Records for this task below:
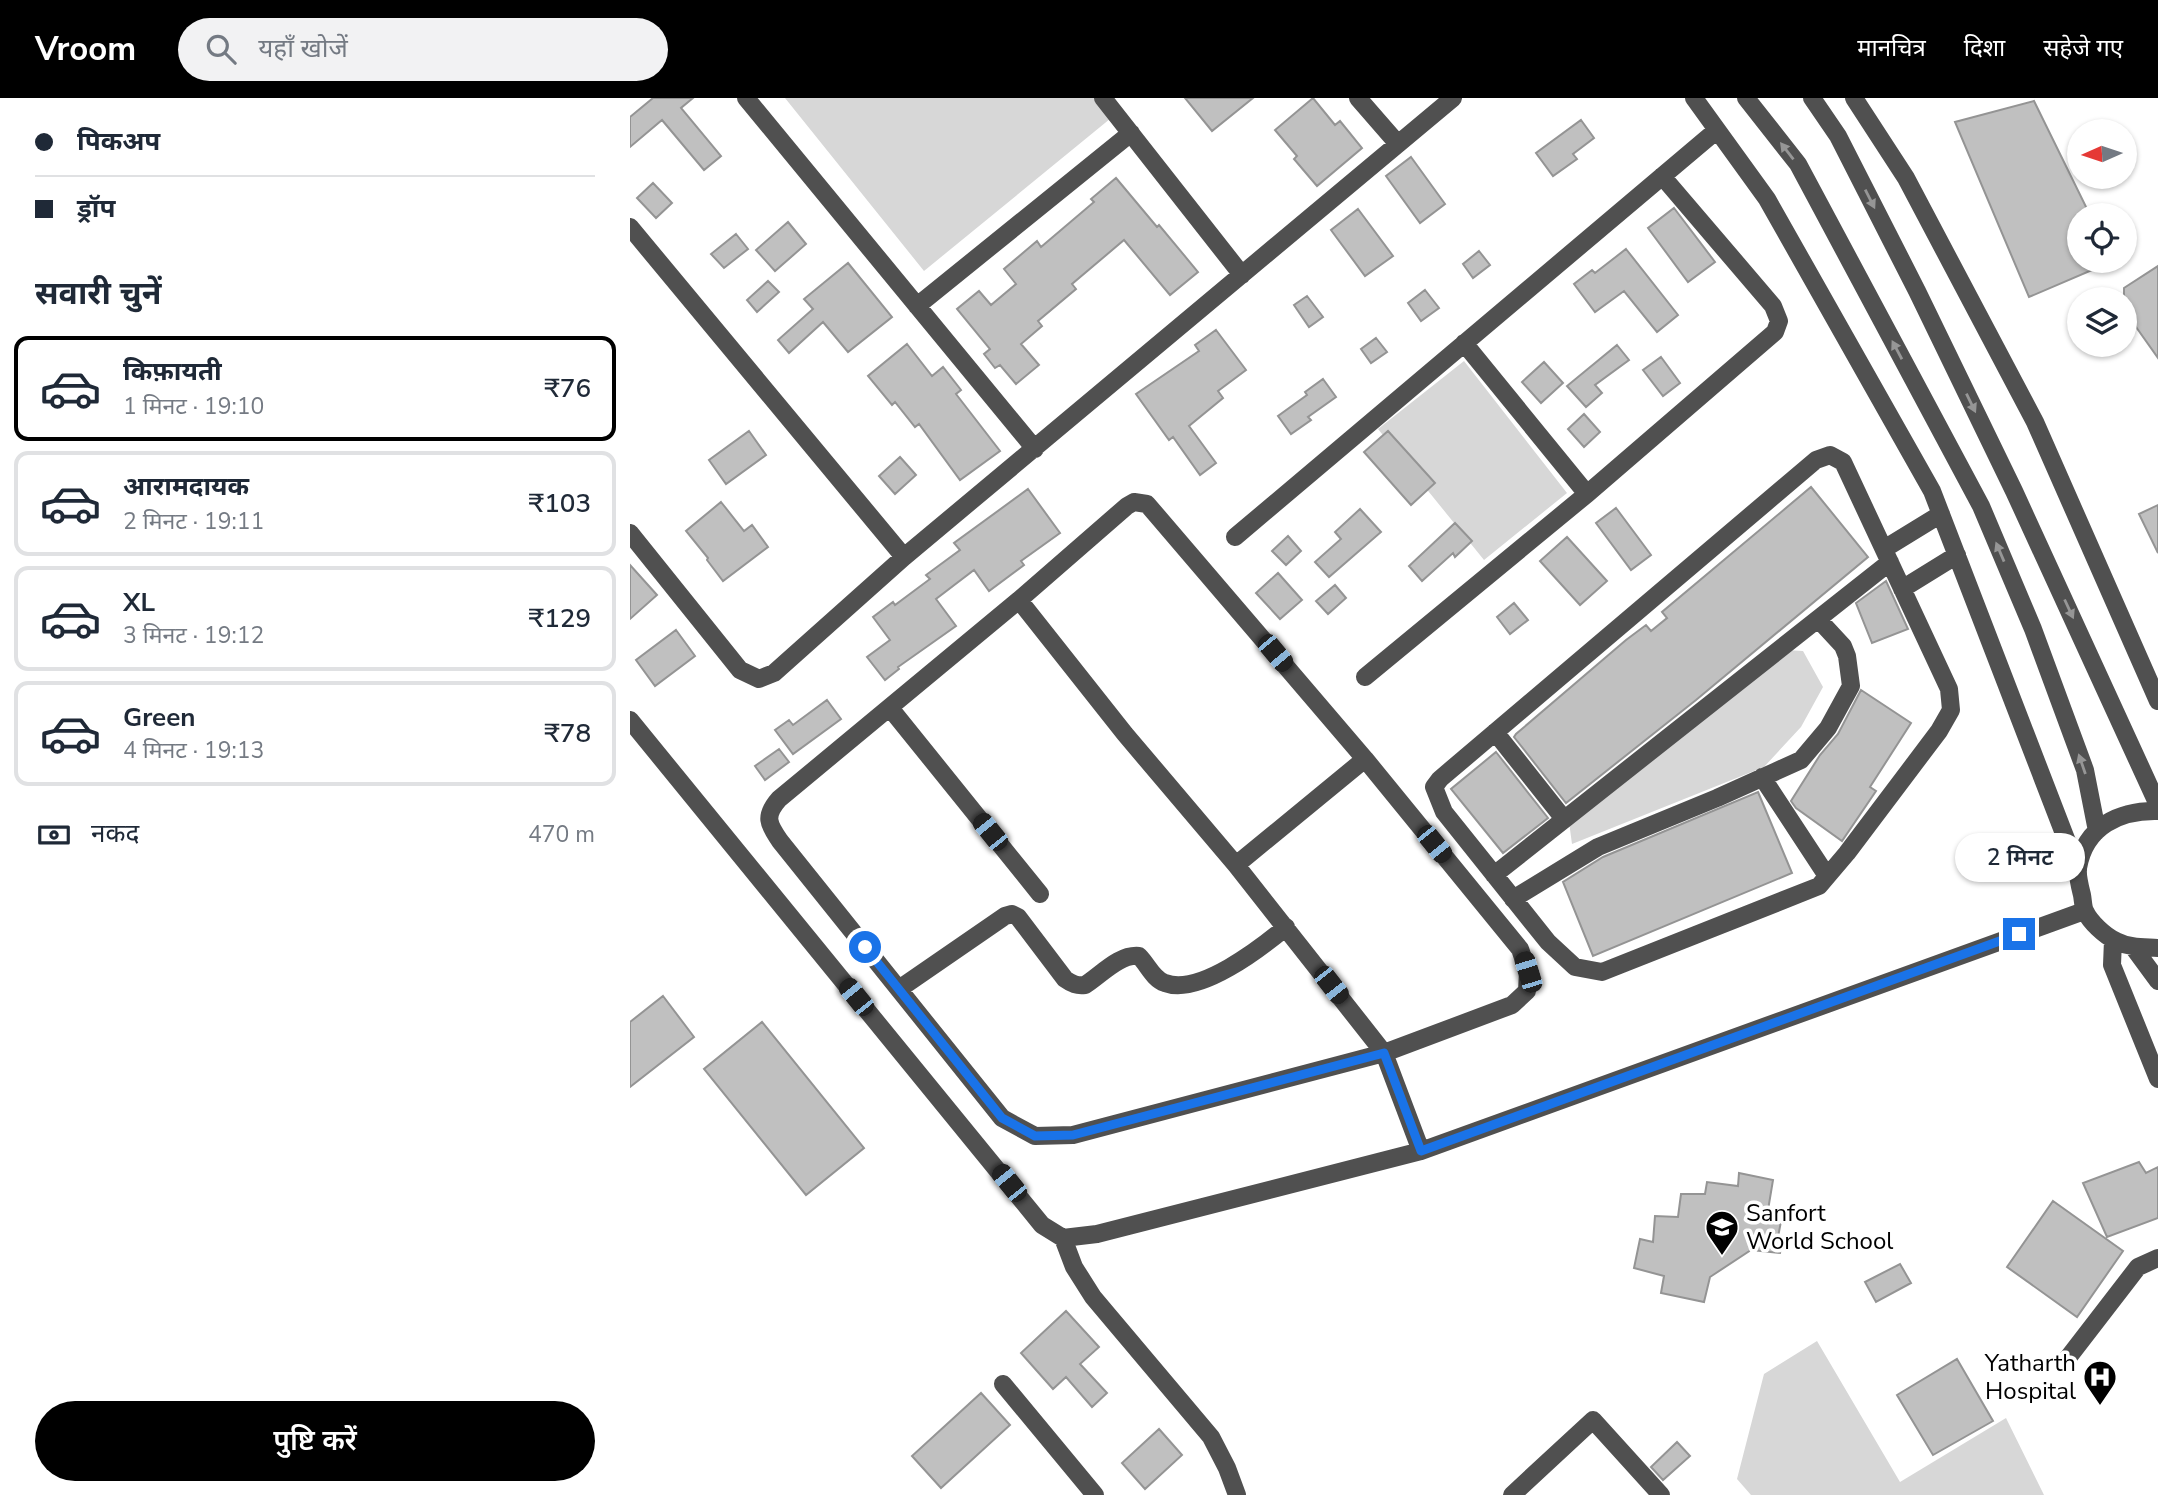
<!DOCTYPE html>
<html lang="hi">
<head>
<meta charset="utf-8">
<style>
  body { margin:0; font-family:"Nunito Sans","Noto Sans Devanagari",sans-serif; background:#f2f2f3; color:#1f2937; height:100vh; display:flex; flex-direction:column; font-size:26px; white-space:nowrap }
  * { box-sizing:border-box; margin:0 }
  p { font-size:23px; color:#747a83 }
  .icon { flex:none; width:38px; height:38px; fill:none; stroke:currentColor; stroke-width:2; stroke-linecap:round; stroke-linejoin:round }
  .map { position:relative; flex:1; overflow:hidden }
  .sheet { display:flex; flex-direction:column; background:#fff; width:630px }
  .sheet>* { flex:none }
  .banner { display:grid; align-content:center; height:154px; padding:0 35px; background:#fff }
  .needle { width:46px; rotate:267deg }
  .fabs { position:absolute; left:1437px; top:21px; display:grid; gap:14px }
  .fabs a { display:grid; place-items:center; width:70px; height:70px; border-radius:50%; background:#fff; box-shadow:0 2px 5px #0004; font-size:35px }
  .end { position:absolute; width:32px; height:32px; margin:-16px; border:9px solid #1a73e8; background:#fff; box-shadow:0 0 0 4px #fff }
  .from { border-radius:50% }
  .bubble { position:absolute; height:49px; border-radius:24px; background:#fff; box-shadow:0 2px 5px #0004; font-size:23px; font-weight:600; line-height:49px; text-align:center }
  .car { position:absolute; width:21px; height:42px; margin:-21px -10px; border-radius:9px; box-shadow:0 0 5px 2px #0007; background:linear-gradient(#222 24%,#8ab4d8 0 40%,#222 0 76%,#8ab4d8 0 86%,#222 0) }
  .banner b { display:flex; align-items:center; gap:24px; height:66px; font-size:26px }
  .banner b+b { border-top:2px solid #e0e1e3 }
  .banner i { width:18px; height:18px; background:#1f2937 }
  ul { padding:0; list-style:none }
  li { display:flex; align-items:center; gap:21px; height:105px; margin:0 14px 10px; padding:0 21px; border:4px solid #e0e1e3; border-radius:14px }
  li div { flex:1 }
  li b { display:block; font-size:26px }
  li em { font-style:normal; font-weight:600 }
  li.selected { border-color:#000 }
  li>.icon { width:63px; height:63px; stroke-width:1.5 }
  h2 { padding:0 35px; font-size:32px; line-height:84px }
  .pay { display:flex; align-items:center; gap:18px; height:77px; padding:0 35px; font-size:26px }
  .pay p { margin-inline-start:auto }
  .primary-button { display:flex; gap:14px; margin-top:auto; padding:14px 35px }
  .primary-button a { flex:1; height:80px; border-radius:42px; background:#000; color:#fff; font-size:28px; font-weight:600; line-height:80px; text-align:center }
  header { display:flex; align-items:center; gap:42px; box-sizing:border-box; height:98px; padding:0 35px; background:#000; color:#fff }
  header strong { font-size:33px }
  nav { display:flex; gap:38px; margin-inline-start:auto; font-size:24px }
  .search { width:490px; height:63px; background:#f2f2f3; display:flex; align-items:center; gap:18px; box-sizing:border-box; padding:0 24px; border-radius:38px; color:#747a83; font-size:26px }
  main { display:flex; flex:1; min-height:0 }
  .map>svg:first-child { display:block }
</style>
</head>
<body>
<header>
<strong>Vroom</strong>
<div class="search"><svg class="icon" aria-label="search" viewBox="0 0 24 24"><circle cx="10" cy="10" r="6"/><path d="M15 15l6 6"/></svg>यहाँ खोजें</div>
<nav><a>मानचित्र</a><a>दिशा</a><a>सहेजे गए</a></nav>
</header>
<main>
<section class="sheet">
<div class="banner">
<b><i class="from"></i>पिकअप</b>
<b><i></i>ड्रॉप</b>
</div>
<h2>सवारी चुनें</h2>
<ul>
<li class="selected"><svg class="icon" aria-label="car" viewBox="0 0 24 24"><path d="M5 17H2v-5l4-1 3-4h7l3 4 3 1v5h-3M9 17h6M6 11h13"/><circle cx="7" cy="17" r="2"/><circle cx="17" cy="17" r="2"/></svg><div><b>किफ़ायती</b><p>1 मिनट · 19:10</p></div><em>₹76</em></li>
<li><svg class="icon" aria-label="car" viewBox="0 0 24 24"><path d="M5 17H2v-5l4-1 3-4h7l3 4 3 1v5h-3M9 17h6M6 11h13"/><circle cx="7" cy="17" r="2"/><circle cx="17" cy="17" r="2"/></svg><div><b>आरामदायक</b><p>2 मिनट · 19:11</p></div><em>₹103</em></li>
<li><svg class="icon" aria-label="car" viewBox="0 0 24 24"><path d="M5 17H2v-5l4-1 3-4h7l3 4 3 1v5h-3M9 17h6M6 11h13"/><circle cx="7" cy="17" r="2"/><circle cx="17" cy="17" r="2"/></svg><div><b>XL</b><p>3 मिनट · 19:12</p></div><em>₹129</em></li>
<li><svg class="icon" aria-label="car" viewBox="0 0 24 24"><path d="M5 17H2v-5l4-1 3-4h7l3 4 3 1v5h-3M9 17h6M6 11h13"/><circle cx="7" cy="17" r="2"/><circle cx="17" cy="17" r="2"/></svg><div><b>Green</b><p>4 मिनट · 19:13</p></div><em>₹78</em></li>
</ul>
<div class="pay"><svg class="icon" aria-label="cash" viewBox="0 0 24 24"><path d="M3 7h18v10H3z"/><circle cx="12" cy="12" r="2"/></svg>नकद<p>470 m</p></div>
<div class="primary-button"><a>पुष्टि करें</a></div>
</section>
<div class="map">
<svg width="1528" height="1397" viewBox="0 0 1528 1397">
  <rect width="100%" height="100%" fill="#fff"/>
  <path fill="#d7d7d7" d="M155,0H473L486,16L294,173Z
    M834,263L937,395L854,462L748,331Z
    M1156,552L1173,553L1193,589L1171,629L1134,669L942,746L939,724Z
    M1187,1243L1270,1384L1376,1320L1414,1397H1121L1107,1381L1134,1276Z"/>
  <path fill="#c0c0c0" stroke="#949494" stroke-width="2" d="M23,0H63L51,10L91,58L74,72L32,22L0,49V19Z
    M555,0H623L582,33Z
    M683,0L705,27L710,23L732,50L687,88L664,61L667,58L645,32Z
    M1404,3L1460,117H1449V163H1483L1399,199L1325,24Z
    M951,22L964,40L943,56L947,61L923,78L906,55Z
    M781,59L815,106L790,125L756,78Z
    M486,80L527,129L529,127L568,174L540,197L494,142L442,186L446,191L408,223L412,228L391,246L409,267L386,286L370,267L365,270L354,256L360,251L327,211L349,193L361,207L386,186L374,171L407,143L411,149L464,104L461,101Z
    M23,85L42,105L26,120L7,100Z
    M1044,110L1085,164L1058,184L1018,130Z
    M728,111L763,158L735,178L701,132Z
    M158,124L176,146L145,173L126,152Z
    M106,136L118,151L94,170L81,156Z
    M996,151L1048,217L1027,234L994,193L965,214L944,186L962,172L965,175Z
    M849,153L860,167L843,180L833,166Z
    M218,165L262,219L218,254L193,224L159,255L148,242L183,211L174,201Z
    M1528,168V260L1494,212V190Z
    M138,183L149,194L127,214L117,202Z
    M795,192L809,210L791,223L778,205Z
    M677,198L693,219L679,229L664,207Z
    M586,232L616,272L588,293L593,300L559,328L586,365L570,377L543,339L539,342L506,296L569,253L565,247Z
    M746,240L757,254L741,265L731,251Z
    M277,246L302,278L313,269L331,292L326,296L370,353L330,382L289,326L285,329L265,304L262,307L238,278Z
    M987,247L999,262L965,287L972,295L956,309L937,288Z
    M1031,259L1050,285L1033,298L1013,272Z
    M914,264L933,285L911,305L892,284Z
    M693,281L706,299L678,319L681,322L661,336L648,318L677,297L675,294Z
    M954,316L970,334L954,349L938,331Z
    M119,333L136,357L96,386L79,362Z
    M758,333L805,385L781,407L734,354Z
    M270,359L286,377L265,396L249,378Z
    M1181,389L1238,459L1066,602L936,705L884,639L886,636L996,542L1016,527L1021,533L1037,520L1032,514Z
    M398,391L430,435L391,463L394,467L359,493L344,472L306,501L326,528L268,569L269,571L255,582L237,559L260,542L243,519L263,504L265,507L300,481L296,477L330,452L324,445Z
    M91,404L114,433L122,427L138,449L93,483L77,462L78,460L56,433Z
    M1528,407V455L1509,416Z
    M986,410L1021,457L1001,472L966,425Z
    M730,411L751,434L699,479L685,464L711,441L705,434Z
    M825,425L842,443L825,459L823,455L792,483L779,468Z
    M658,438L671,453L656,467L642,453Z
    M937,439L977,483L950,507L910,463Z
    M0,467L27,497L0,521Z
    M648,475L672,502L650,521L626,495Z
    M1256,483L1278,531L1242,545L1226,505Z
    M705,487L716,500L698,516L686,503Z
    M884,505L898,522L880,536L867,519Z
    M46,532L65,558L25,588L6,562Z
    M1231,592L1281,625L1240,689L1246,693L1212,743L1166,710L1161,703L1190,657L1208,636Z
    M197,602L211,621L163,656L145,632L159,622L163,627Z
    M149,651L159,664L135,682L125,668Z
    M866,654L918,720L873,755L821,691Z
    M1128,694L1162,775L963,858L933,784L973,759Z
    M33,898L64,939L0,989V924Z
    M132,924L234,1050L176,1097L74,971Z
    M1509,1064L1516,1075L1528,1069V1120L1477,1139L1453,1085Z
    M1109,1075L1143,1082L1138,1112L1153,1113L1148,1139H1153L1150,1155L1121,1152L1080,1179L1074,1204L1031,1195L1034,1178L1004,1170L1010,1141L1023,1144L1025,1118L1048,1119L1051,1096H1075L1077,1084L1108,1088Z
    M1423,1103L1493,1153L1447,1219L1377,1169Z
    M1270,1166L1281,1185L1246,1204L1235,1184Z
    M436,1213L469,1249L450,1266L477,1295L462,1309L436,1279L423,1291L391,1255Z
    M1327,1261L1363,1323L1303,1357L1267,1297Z
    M351,1295L380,1327L311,1390L282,1358Z
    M529,1331L552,1357L515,1391L492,1365Z
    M1047,1344L1060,1358L1033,1382L1021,1369Z"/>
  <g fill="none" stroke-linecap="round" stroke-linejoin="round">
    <path stroke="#505050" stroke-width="18" d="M116,0L405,351
      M473,0L612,177
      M728,0L768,46
      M1064,0L1137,101L1302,393L1448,772
      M1116,0L1168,66L1351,408L1403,531L1455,672L1467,733
      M1182,0L1208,38L1287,193L1384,393L1528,707
      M1224,0L1276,80L1405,324L1528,603
      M0,129L274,459
      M287,208L501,35
      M834,245L957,396
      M1200,357L1213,364L1319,591L1321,612L1309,633L1217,755L1189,788L972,874L945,869L918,844L814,714L804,689L810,681L1186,362Z
      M504,404L517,406L735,661L890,851L898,874L897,893L882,907L754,955L443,1037L405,1038L372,1020L150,743C138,726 134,718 149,701L389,502L497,408Z
      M0,435L110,572L129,581L144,575L274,459L823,0
      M605,439L1087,32
      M1254,451L1311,416
      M1272,491L1327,457
      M389,502L495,636L606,767L754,955L791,1053
      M735,579L957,396L1145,234L1149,223L1143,208L1032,78
      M260,610L410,796
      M0,622L412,1127L433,1140L467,1136L791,1053L1454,813
      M865,634L934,721
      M1132,679L1197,778
      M1528,713C1490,712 1455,728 1448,770C1447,778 1450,789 1452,797C1453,802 1453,809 1455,813C1460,824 1475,838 1486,843C1500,850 1513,849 1528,850
      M606,767L735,661
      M864,777L1260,464
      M883,801L968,749L1087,700L1171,662L1198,630L1221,588L1217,558L1213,548L1188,521
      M1483,842L1482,867L1528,981
      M1503,849L1528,883
      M269,891L375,818L382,816L388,819L435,881C442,886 447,888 455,887C471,877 489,856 509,858C518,867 523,881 535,885C569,898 631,850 656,829
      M433,1140L444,1169L463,1199L581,1339L597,1370L607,1397
      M1434,1265L1508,1169L1528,1160
      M373,1286L465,1397
      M882,1397L963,1322L1031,1397"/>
  </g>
  <defs><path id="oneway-solid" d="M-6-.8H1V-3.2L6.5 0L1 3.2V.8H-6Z" transform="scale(1.75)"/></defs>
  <g fill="#969696">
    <use href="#oneway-solid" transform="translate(1157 53) rotate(-128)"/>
    <use href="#oneway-solid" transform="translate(1240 101) rotate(63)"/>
    <use href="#oneway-solid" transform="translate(1267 252) rotate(-118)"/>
    <use href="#oneway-solid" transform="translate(1341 305) rotate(64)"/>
    <use href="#oneway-solid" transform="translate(1370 454) rotate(-113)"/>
    <use href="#oneway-solid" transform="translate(1439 511) rotate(65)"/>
    <use href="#oneway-solid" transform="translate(1452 666) rotate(-109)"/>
  </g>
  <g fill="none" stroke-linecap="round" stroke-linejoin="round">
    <path stroke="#1a73e8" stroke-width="9" d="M235,849L372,1020L405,1038L443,1037L754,955L791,1053L1389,836"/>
  </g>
  <defs>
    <symbol id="school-pin" viewBox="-11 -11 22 30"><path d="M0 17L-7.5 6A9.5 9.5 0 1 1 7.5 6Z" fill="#000" stroke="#fff"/><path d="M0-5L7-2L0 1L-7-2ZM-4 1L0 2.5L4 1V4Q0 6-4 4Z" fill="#fff"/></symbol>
    <symbol id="hospital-pin" viewBox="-11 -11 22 30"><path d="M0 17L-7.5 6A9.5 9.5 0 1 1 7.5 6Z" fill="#000" stroke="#fff"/><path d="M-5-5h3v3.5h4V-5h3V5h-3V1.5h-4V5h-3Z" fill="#fff"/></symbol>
  </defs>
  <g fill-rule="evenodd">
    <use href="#school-pin" x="1073" y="1110" width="38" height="52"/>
    <use href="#hospital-pin" x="1451" y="1260" width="38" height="52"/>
  </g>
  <g text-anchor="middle" stroke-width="7" stroke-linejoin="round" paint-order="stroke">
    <g font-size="24" fill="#000" stroke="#fff" text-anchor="start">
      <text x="1116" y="1123">Sanfort<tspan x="1116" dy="28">World School</tspan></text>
      <text x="1446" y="1273" text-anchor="end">Yatharth<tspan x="1446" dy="28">Hospital</tspan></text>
    </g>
  </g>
</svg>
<div class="fabs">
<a><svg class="needle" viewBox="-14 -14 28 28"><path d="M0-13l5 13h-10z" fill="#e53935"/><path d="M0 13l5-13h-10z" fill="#747a83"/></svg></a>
<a><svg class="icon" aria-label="locate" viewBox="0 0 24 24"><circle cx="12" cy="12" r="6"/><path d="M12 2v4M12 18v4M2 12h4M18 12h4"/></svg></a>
<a><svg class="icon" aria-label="layers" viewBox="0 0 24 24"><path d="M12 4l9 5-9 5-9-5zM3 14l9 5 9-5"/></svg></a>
</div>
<i class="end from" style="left:235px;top:849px"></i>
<i class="end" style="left:1389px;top:836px"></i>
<div class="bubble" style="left:1325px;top:735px;width:130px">2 मिनट</div>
<i class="car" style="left:645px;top:555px;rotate:140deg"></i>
<i class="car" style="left:360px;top:734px;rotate:321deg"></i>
<i class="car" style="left:804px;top:746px;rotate:141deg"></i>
<i class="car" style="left:898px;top:874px;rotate:343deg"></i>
<i class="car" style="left:701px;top:887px;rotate:142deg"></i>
<i class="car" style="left:226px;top:899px;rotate:321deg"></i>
<i class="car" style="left:379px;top:1085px;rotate:321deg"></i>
</div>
</main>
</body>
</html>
End of Records for this task.
** Task to complete **
Only the lines from the first line of the entries through the line containing "position:absolute; left:1437px; top:21px;" should be output, exactly as they are, without pictures.

** Completed task **
<!DOCTYPE html>
<html lang="hi">
<head>
<meta charset="utf-8">
<style>
  body { margin:0; font-family:"Nunito Sans","Noto Sans Devanagari",sans-serif; background:#f2f2f3; color:#1f2937; height:100vh; display:flex; flex-direction:column; font-size:26px; white-space:nowrap }
  * { box-sizing:border-box; margin:0 }
  p { font-size:23px; color:#747a83 }
  .icon { flex:none; width:38px; height:38px; fill:none; stroke:currentColor; stroke-width:2; stroke-linecap:round; stroke-linejoin:round }
  .map { position:relative; flex:1; overflow:hidden }
  .sheet { display:flex; flex-direction:column; background:#fff; width:630px }
  .sheet>* { flex:none }
  .banner { display:grid; align-content:center; height:154px; padding:0 35px; background:#fff }
  .needle { width:46px; rotate:267deg }
  .fabs { position:absolute; left:1437px; top:21px; display:grid; gap:14px }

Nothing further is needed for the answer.